L’Italia è un territorio di piccoli comuni: il 70% ha meno di 5.000 abitanti, mentre il 25% ha addirittura meno di 1.000 abitanti.

I piccoli comuni non sono solo nelle aree interne del meridione, ma anche nelle aree alpine ed appenniniche e nelle basse pianure del Nord. I dati attualmente disponibili che variano di anno in anno (vari istituti di ricerca) dimostrano che dal 1951 a oggi, la popolazione nei comuni maggiori è aumentata del 30%: da circa sedici ad oltre venti milioni di abitanti.
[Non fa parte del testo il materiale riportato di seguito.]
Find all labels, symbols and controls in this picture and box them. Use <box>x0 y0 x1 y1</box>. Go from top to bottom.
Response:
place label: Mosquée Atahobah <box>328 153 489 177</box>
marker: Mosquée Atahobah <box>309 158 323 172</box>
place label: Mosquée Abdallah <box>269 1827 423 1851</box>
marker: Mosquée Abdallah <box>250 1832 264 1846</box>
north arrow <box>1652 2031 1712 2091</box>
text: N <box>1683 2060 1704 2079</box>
Nelle città maggiori, l’aumento è stato del 49% (da 16 a quasi 24 milioni); in quelli periferici e ultra-periferici si è registrato un crollo negli ultimi 70 anni, rispettivamente del 18% e del 26%. Ovvero: da 6,7 milioni di abitanti censiti agli inizi degli anni cinquanta a 5,4 settant’anni dopo.

Verificando l’andamento ISTAT del 2023 (dati del 21 ottobre 2024), è possibile rilevare che le nascite scendono a 379.890 (-3,4%) sull’anno precedente; un ulteriore calo demografico più sensibile si riscontra nei comuni delle aree interne del Mezzogiorno: variazione di circa il 5% in meno sull’anno precedente, con la riduzione della popolazione in quattro comuni su cinque.
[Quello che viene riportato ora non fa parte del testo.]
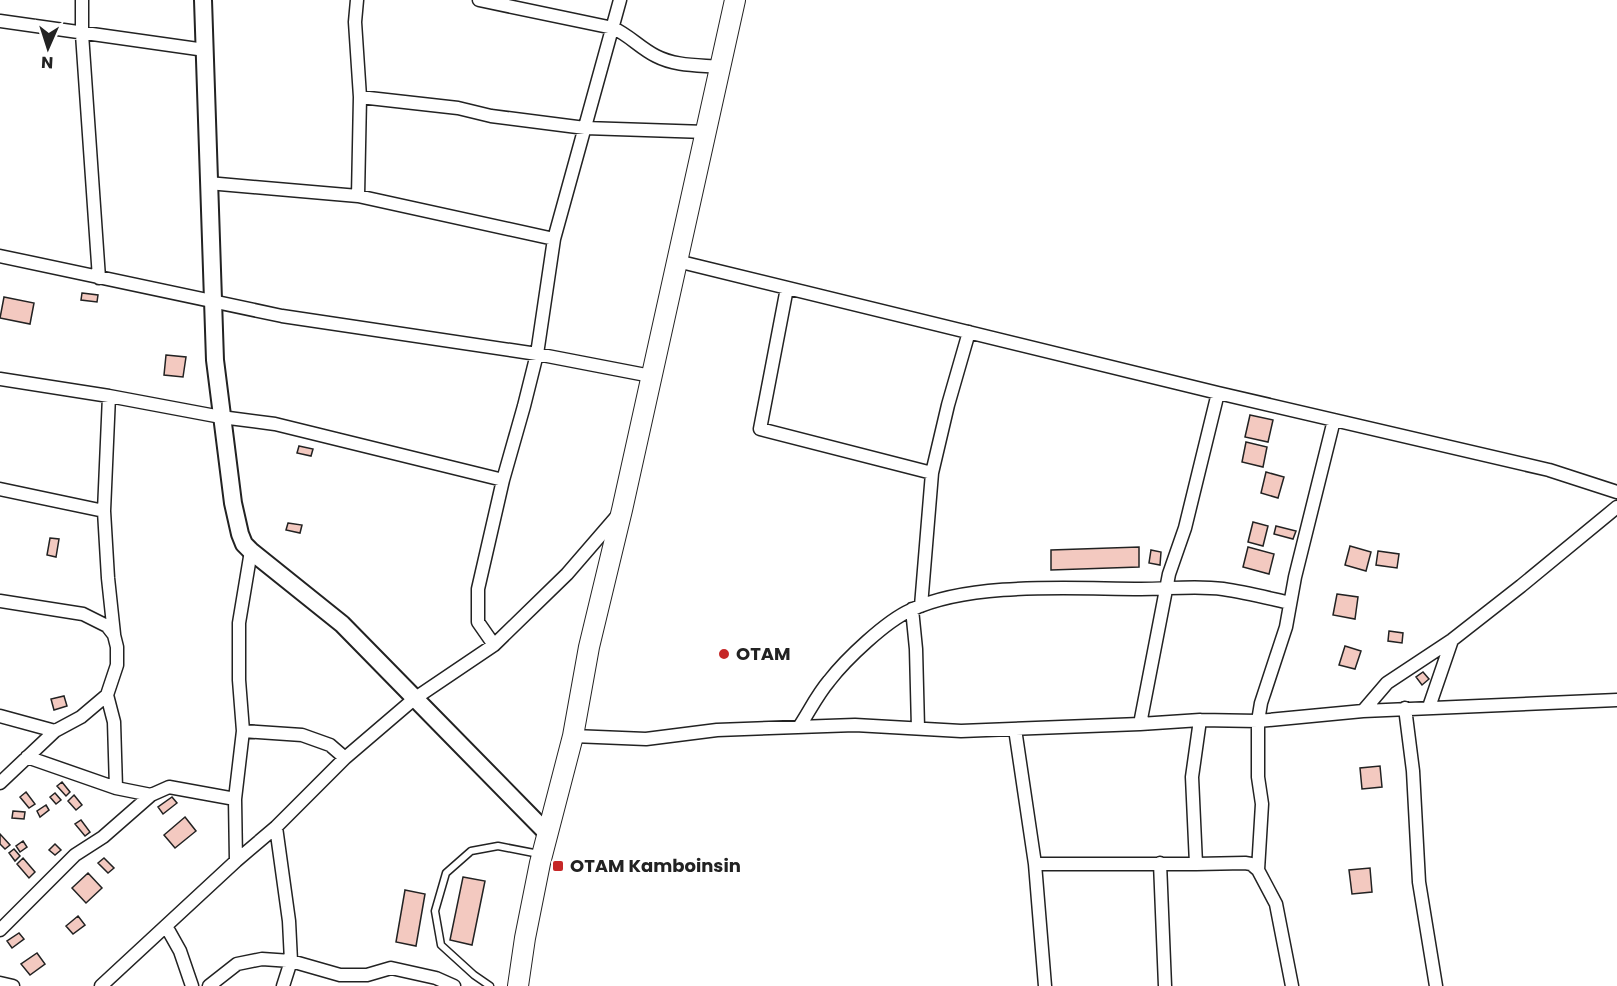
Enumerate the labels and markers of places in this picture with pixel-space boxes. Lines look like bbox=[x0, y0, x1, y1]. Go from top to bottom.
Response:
place label: OTAM bbox=[736, 641, 791, 666]
marker: OTAM bbox=[717, 647, 731, 661]
place label: OTAM Kamboinsin bbox=[570, 853, 741, 878]
marker: OTAM Kamboinsin bbox=[551, 859, 565, 873]

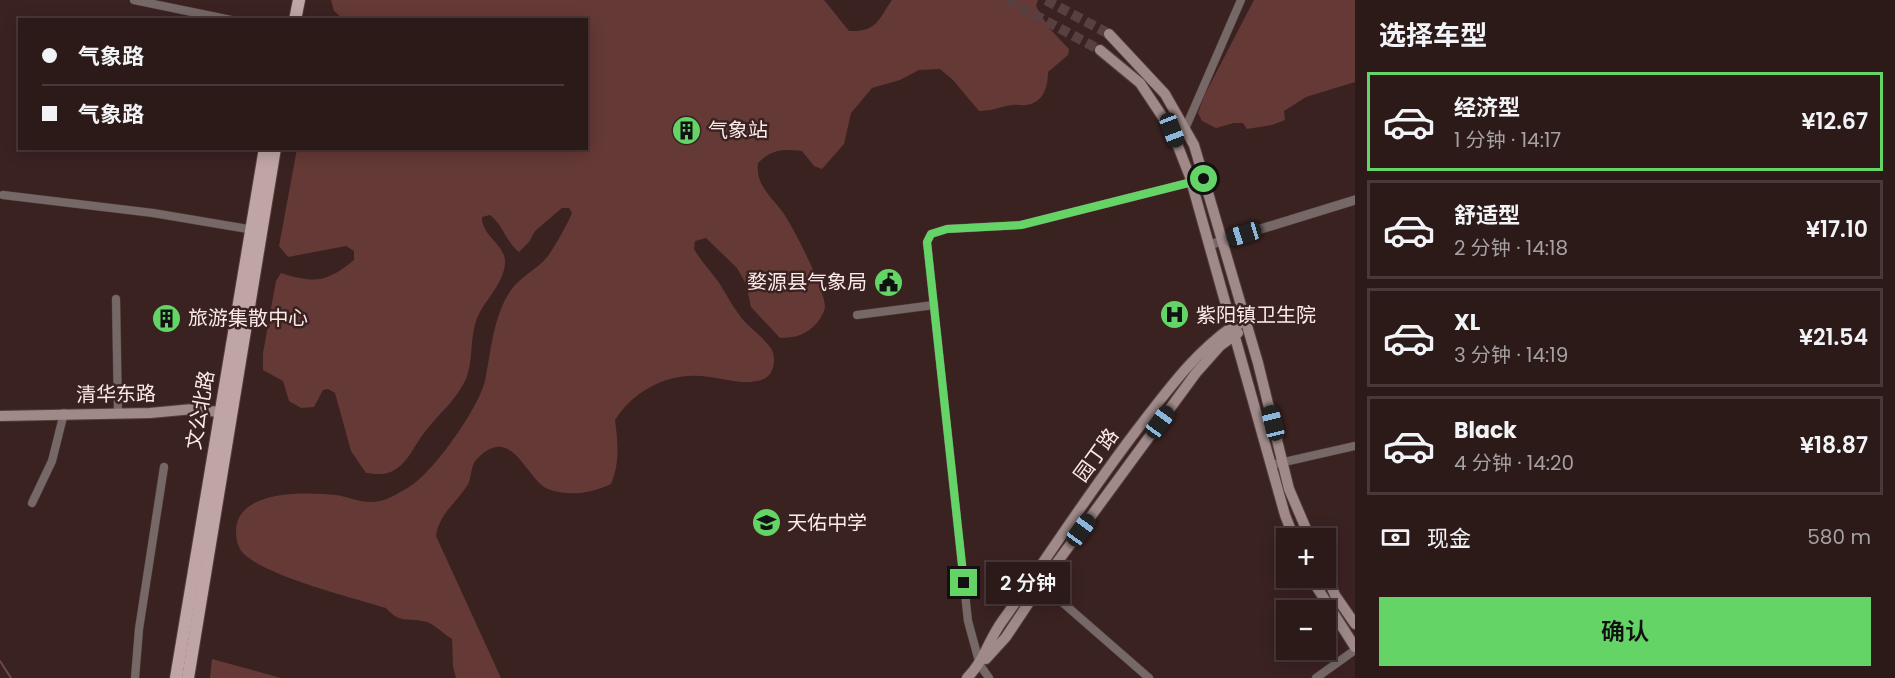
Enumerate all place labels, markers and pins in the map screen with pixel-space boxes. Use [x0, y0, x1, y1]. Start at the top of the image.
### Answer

La popolazione residente in Campania, definita sulla base del Censimento aggiornato al 31 dicembre 2022 (dati pubblicati il 13 maggio 2024), ammonta a 5.609.536 residenti, in calo rispetto al 2021 (-14.884 individui; -0,3%); più della metà della popolazione vive nella città metropolitana di Napoli (53,1%). La diminuzione rispetto al 2021 è frutto dei valori negativi del saldo naturale e di quello migratorio interno. È vero che in Campania, a differenza del resto del Paese, i nati sono lievemente aumentati (44.469, +1.066 rispetto al 2021); tuttavia il tasso di mortalità è cresciuto dal 10,8 per mille del 2021 al 10,9 per mille del 2022. L’età media si è innalzata rispetto al 2021 da 43,6 a 43,9 anni. Gli stranieri censiti sono 251.996 (+12.006 rispetto al 2021), il 4,5% della popolazione regionale, anche se nelle zone interne (comuni con una popolazione compresa tra 1.001 e 5.000 abitanti) il decremento si è avvertito.

In Campania su un totale di 550 comuni, quelli con meno di 5.000 abitanti sono 343 (48,2% e vi risiede l’11,1% della popolazione) e quelli con meno di 1.000 abitanti sono 78.

Dall’analisi delle caratteristiche fisiche dei comuni emerge un’elevata presenza di quelli collinari (57,1%) nei quali vive più della metà della popolazione (55,8%); in quelli di pianura (19,6%) vive il 38,2%. Meno di un comune su quattro (23,3%) è classificato come montuoso e vi risiede il 6,0% della popolazione campana.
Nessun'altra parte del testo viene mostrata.